ALMA CorrelatorWhilst coding a custom component for a complex SAP Design Studio Dashboard I was vaguely aware that coding one property per required column property was not exactly what you’d call, scalable! What I needed was to be able to capture arrays of data instead of just single properties, that way I could just have iterative code in the component which would take care of my component generation instead of these hardcoded single properties. In this instance I wanted  to capture the colours for a given column header ( for a data table). In my situation I had 10 headers but as this is a customisable component I guess it would be better to express this as ‘n’ rather than 10. Despite posts to the contrary this is indeed made possible by use of the Array data type.

First we start with writing the property into the contribute.xml file. This is really the key to our issue and once this is correct the rest is really plain sailing.
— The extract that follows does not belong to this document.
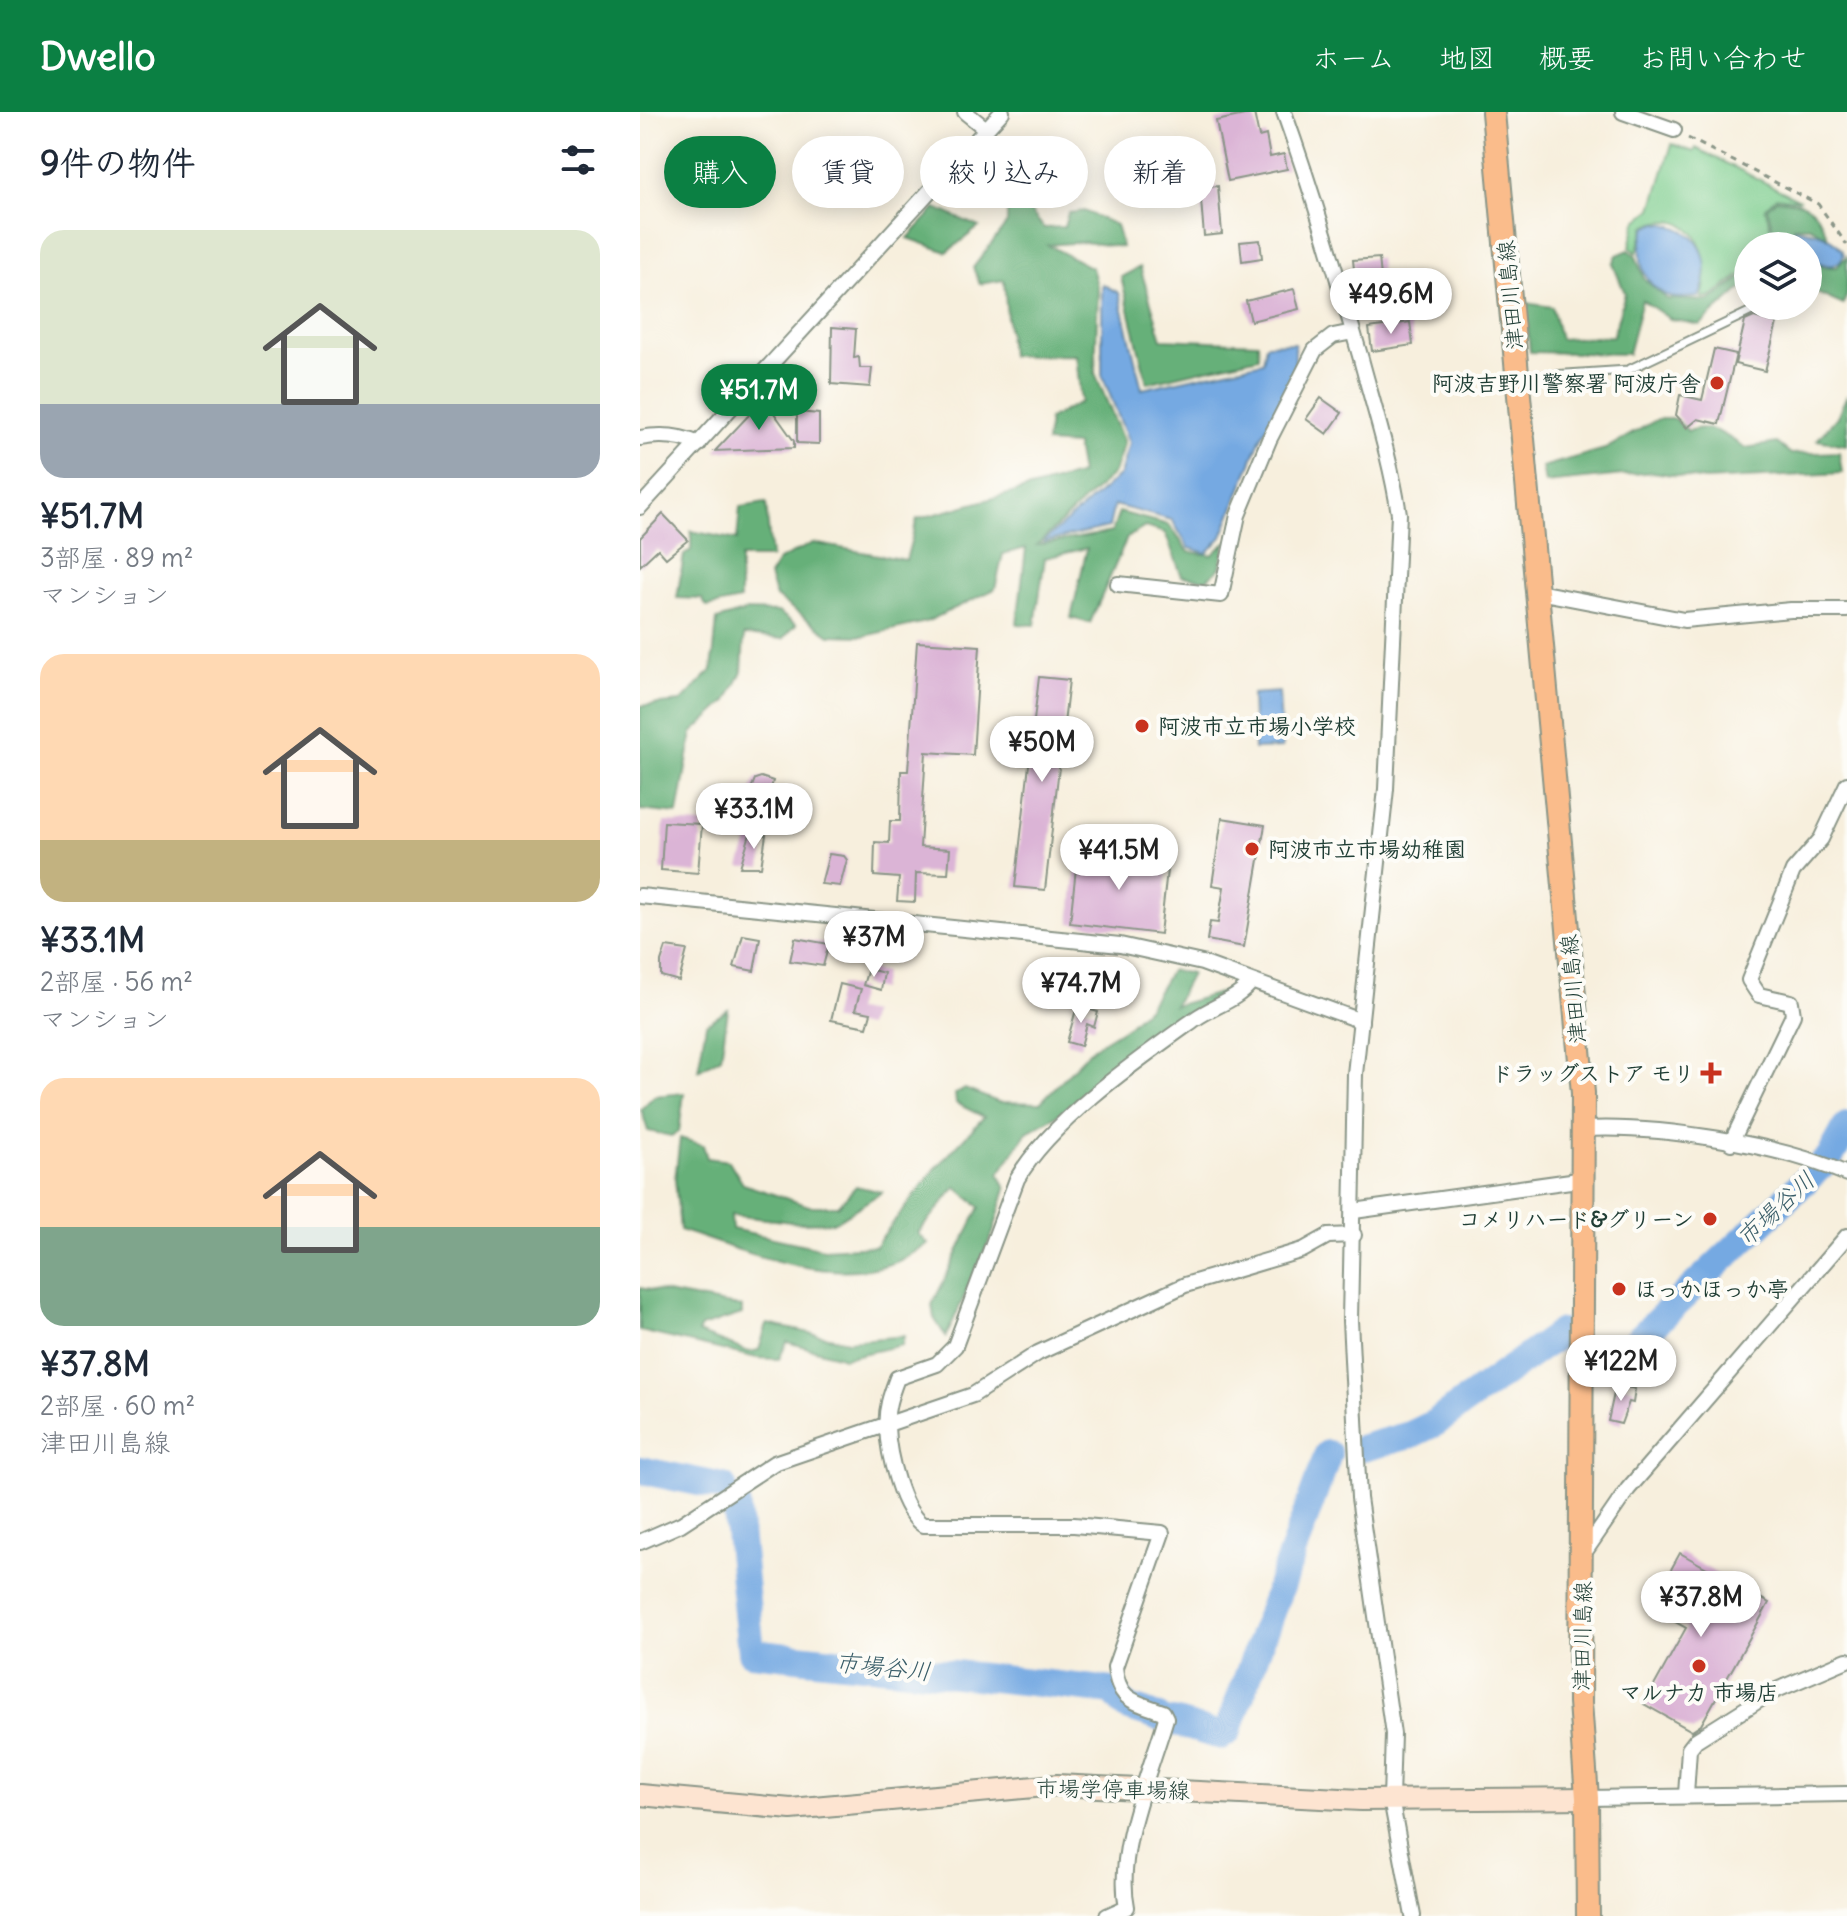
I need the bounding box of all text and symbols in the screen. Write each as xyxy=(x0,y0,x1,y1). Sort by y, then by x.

We start by writing the following property XML (I find the xml to be much easier than using the GUI) into our file:-

        <property id="columnColours" type="Array" title="Column Colours Array">
            <property id="arrayEntry" type="String" title="Column Colour">
            </property>
        </property>

The outer xml snippet entitled ‘columnColours’ creates an array to house the array data whilst the inner section entitled ‘arrayEntry’ details what I consider to be an array template/type definition for the type of data you wish to store; in this instance the type of data that we wish to store is a string value representing a colour value.  Once this has been defined and the changes saved your array is nearly there. All that remains is to back this up with the accessor function to allow the Design Studio to inject your settings into the main body of the custom component .js file. This function is defined like any other accessor function, identical!

    
    this.columnColours= function(value) {
        if (value === undefined) {
            return columnColours_data;
        } else {
            columnColours_data = value;
            return this;
        }
    };

From here you can now access your property_data which instead of containing a primitive data type now contains an array of the type you defined. You can thus use iterative methods to access the values. Of course, you are all hardened professionals in the javascript world… You won’t do what I do and use pop/shift on the passed array and then wonder why subsequent redraws failed to work;-) That little problem I solved by cloning my source array using the very simple syntax to return an new shallow copy.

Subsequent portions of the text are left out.